Clostridioides difficile infection (CDI) continues to be a healthcare burden in the US. The current treatment recommendation includes fidaxomicin and oral vancomycin. Limited evidence is available for treatments such as tigecycline beyond standard therapy. The utilization of non-traditional therapy for CDI is commonly associated with prior treatments, recurrent episodes, or complicated courses [4]. Johannesmeyer and colleagues evaluated adjunctive tigecycline to standard therapy to evaluate recovery rates [5]. Previous studies have revealed mixed results regarding utilizing tigecycline in CDI [6,7]. The results of this study were very similar to those of Philips and colleagues. No difference was observed in hospitalization duration, readmission rates, or clinical cure attainment at the time of hospital discharge between tigecycline and standard-of-care groups. The study did find that patients receiving tigecycline had higher rates of in-hospital mortality, 14.3% compared to no mortality in the standard-of-care group. This study highlights the importance of publishing in areas of limited clinical evidence without positive results, minimizing publication bias toward favorable results only. The results provide institutions and antimicrobial stewardship teams with an additional tool to promote appropriate antimicrobial use, especially in CDI.

There have been previous reports of off-labeled dalbavancin use in bacteremia and prosthetic joint infections [8,9]. The retrospective case report on dalbavancin use is similar to a proof-of-concept type of study in treating Enterococcus and Streptococcus pneumoniae bacteremia secondary to septic arthritis [10]. The report provides a detailed timeline for standard treatment, surgery, and the eventual decision on starting dalbavancin. One of the interesting aspects of the report was that the patient receiving therapy was morbidly obese, weighing 145 kg on admission, and the polymicrobial nature of the infection. This case report highlights the potential areas of future research with dalbavancin.

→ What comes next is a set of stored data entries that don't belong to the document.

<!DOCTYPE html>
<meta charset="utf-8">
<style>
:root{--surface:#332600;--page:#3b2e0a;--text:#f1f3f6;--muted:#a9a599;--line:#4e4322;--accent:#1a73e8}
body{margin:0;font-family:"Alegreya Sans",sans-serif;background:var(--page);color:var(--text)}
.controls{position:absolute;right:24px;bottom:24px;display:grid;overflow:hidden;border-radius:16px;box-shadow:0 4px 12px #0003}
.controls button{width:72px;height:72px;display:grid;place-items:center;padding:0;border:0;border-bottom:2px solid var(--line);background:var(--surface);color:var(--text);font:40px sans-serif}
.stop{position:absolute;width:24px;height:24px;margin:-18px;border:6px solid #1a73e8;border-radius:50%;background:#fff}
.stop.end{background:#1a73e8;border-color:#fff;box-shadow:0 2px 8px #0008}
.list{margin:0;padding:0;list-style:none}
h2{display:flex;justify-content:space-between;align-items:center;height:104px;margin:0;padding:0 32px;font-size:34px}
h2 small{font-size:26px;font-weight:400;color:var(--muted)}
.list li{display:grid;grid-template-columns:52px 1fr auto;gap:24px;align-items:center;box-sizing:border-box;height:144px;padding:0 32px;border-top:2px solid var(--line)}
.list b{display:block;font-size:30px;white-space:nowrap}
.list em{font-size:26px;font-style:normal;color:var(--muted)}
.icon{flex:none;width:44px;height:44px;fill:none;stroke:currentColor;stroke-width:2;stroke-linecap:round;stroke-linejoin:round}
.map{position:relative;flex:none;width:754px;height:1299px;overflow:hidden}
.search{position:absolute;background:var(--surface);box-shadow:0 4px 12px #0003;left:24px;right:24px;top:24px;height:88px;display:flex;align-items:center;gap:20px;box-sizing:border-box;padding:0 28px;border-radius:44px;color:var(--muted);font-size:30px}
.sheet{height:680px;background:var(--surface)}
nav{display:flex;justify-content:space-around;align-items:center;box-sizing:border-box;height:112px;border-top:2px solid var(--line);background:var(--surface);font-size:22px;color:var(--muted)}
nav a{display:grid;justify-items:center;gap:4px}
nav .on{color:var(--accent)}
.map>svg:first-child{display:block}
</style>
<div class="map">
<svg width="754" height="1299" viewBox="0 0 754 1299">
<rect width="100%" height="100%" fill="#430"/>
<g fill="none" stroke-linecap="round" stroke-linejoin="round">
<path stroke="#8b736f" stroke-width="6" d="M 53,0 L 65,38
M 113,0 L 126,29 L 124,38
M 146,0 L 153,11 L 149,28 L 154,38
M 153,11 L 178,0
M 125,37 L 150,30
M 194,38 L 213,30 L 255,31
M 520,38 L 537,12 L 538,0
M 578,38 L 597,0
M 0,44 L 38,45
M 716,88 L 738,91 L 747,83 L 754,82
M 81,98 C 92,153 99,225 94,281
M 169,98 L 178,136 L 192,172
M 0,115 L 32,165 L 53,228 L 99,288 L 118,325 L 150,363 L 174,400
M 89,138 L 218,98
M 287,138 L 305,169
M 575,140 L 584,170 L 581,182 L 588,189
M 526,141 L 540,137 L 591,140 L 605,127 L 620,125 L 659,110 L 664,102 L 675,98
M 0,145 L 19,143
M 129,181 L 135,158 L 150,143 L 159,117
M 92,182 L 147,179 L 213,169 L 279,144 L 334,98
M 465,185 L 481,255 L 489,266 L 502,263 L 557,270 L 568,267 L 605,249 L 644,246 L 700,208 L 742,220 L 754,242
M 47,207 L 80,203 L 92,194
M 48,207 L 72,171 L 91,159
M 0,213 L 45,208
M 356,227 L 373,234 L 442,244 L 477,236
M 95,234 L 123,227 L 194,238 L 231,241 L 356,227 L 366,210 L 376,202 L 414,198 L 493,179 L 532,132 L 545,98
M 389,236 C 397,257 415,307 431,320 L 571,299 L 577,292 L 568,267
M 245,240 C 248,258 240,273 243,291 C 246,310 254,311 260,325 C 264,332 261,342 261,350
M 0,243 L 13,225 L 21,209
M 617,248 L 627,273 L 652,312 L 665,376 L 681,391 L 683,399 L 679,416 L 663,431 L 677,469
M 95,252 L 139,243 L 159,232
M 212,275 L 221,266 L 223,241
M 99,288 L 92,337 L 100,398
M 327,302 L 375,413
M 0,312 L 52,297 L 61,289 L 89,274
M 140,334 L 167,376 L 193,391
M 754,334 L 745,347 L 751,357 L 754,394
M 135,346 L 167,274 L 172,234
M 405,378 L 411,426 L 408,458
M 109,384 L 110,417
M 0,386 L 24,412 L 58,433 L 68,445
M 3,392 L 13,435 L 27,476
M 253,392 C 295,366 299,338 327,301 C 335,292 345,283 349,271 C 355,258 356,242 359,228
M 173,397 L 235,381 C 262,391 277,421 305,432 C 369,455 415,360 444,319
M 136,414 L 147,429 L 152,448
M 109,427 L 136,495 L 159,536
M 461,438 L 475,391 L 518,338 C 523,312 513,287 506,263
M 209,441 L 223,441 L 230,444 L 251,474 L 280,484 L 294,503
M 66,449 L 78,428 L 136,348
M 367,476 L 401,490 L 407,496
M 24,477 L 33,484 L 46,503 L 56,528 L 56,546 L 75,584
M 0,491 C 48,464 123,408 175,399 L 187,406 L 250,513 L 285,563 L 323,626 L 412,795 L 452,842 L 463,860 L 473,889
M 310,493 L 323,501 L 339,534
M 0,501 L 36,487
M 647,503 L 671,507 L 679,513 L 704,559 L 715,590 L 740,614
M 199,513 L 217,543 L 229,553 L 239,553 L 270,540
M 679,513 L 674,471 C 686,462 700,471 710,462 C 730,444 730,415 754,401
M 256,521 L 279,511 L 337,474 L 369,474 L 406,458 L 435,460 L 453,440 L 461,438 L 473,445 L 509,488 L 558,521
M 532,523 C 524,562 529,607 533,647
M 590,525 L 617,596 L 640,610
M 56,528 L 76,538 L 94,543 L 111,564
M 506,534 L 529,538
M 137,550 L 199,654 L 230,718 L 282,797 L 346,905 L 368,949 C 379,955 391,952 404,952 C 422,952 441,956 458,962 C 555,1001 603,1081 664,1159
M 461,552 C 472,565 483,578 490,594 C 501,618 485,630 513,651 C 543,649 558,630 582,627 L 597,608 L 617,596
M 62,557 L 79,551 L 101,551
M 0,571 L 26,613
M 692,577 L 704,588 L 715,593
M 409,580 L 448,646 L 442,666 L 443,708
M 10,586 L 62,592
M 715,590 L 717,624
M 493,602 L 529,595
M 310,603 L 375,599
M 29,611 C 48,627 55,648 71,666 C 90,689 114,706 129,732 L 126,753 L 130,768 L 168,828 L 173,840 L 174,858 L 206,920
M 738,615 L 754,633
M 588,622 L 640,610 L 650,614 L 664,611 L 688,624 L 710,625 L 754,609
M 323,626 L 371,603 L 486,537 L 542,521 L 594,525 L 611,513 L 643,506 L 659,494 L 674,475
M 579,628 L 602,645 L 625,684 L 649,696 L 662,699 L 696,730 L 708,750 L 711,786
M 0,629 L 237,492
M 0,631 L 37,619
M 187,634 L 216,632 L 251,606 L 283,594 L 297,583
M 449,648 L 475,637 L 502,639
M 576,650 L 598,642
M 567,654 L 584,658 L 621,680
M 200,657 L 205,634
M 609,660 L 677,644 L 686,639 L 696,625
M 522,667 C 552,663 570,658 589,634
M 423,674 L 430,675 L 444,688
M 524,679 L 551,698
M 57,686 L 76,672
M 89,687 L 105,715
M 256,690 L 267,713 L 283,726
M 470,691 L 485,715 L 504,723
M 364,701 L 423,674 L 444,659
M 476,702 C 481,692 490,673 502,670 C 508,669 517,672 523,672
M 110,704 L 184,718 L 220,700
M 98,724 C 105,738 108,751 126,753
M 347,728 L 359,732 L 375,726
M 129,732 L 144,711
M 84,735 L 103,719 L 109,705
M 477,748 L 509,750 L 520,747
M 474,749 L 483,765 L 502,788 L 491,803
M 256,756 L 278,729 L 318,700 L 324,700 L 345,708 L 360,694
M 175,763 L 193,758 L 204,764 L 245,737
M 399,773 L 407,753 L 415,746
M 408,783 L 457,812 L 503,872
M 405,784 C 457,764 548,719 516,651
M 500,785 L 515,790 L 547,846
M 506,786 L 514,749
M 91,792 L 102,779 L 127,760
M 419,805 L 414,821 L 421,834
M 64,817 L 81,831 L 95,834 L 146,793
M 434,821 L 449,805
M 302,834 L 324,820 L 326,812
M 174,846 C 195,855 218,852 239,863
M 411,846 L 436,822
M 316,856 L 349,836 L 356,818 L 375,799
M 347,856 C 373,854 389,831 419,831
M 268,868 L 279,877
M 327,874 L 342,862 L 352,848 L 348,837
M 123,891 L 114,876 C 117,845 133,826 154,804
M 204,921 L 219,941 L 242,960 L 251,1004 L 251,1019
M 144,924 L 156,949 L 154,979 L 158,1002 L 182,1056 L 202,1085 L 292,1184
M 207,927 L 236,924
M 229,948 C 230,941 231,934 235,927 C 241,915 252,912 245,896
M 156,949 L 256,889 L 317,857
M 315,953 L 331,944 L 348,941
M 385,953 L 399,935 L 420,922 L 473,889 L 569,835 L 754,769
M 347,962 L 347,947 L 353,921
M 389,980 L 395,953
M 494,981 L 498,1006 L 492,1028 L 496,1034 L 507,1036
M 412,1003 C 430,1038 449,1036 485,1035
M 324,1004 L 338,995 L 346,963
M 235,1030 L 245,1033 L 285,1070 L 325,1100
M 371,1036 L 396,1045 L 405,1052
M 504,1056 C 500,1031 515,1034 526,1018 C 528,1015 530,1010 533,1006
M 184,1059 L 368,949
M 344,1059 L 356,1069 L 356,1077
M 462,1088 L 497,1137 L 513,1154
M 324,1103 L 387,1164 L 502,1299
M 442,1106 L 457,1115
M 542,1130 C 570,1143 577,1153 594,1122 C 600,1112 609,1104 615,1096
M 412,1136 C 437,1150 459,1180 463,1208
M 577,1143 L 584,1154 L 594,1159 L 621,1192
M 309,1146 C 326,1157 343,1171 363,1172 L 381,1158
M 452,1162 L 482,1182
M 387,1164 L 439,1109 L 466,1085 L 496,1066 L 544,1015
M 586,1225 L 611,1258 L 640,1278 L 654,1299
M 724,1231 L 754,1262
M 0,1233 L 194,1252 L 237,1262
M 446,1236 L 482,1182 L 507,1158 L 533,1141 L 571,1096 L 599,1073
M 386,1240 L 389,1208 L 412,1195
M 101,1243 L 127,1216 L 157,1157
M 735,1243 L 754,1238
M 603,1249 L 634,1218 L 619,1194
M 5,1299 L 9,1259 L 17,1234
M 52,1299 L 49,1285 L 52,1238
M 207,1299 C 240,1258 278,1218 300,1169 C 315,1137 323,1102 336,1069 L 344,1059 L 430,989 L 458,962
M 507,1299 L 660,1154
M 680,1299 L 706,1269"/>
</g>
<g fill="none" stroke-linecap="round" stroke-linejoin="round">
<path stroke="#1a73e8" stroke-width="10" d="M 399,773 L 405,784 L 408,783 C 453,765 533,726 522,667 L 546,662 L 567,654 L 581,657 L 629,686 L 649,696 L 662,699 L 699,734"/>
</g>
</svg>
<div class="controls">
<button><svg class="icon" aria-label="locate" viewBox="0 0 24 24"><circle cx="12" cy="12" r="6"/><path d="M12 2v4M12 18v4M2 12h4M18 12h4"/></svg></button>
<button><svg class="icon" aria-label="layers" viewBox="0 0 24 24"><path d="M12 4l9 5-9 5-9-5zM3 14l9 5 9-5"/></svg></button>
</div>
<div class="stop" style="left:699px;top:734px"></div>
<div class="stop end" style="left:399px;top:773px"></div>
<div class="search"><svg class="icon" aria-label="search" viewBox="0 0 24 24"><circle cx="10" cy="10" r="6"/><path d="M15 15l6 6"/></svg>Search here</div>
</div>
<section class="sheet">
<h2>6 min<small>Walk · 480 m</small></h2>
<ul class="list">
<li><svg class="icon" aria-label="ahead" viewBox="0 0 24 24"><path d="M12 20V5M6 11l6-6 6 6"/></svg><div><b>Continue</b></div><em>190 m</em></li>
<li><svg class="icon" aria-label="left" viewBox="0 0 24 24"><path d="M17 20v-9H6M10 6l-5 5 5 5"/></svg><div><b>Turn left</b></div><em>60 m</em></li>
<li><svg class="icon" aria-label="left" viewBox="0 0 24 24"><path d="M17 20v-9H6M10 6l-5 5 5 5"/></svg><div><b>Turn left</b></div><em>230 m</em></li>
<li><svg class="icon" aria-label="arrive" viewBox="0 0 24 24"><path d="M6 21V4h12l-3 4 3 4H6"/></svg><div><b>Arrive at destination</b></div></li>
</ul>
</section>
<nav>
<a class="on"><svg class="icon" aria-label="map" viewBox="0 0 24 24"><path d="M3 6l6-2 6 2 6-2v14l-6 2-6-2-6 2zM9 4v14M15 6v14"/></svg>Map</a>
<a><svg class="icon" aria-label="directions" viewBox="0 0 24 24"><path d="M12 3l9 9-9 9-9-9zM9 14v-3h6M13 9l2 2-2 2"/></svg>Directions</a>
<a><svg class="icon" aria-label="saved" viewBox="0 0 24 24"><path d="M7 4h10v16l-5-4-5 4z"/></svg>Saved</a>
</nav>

Eubank and colleagues conducted a multicenter, retrospective study evaluating vancomycin concentrations in stool from intravenous vancomycin exposure [11]. Vancomycin concentrations in the stool secondary to non-oral exposures have been documented previously [12]. In contrast to the previous study, Eubank and colleagues utilized previously collected stool samples as part of CDI detection prior to oral vancomycin therapy. All individuals in the study received intravenous vancomycin for at least 48 h, and at least one dose was given < 24 h before stool sample collection. Vancomycin stool concentrations were measured using HPLC. Nine percent (3/33) of the samples had detectable vancomycin levels ranging from 1.2 mcg/mL to 13.2 mcg/mL. This study highlighted that a short course of vancomycin can produce detectable levels. The results of this study challenge what we know about intravenous vancomycin excretion into the gastrointestinal tract. The implication of this study is the impact on the gut microbiome and the potential for resistance development in Enterococcus species or C. difficile.

The findings of these studies provide the tools we use to improve patient care and further health science. Nevertheless, it is insufficient just to have these tools. The dissemination of best practices and new ideas will help seed further research. This editorial provides examples of different perspectives on where knowledge gaps exist.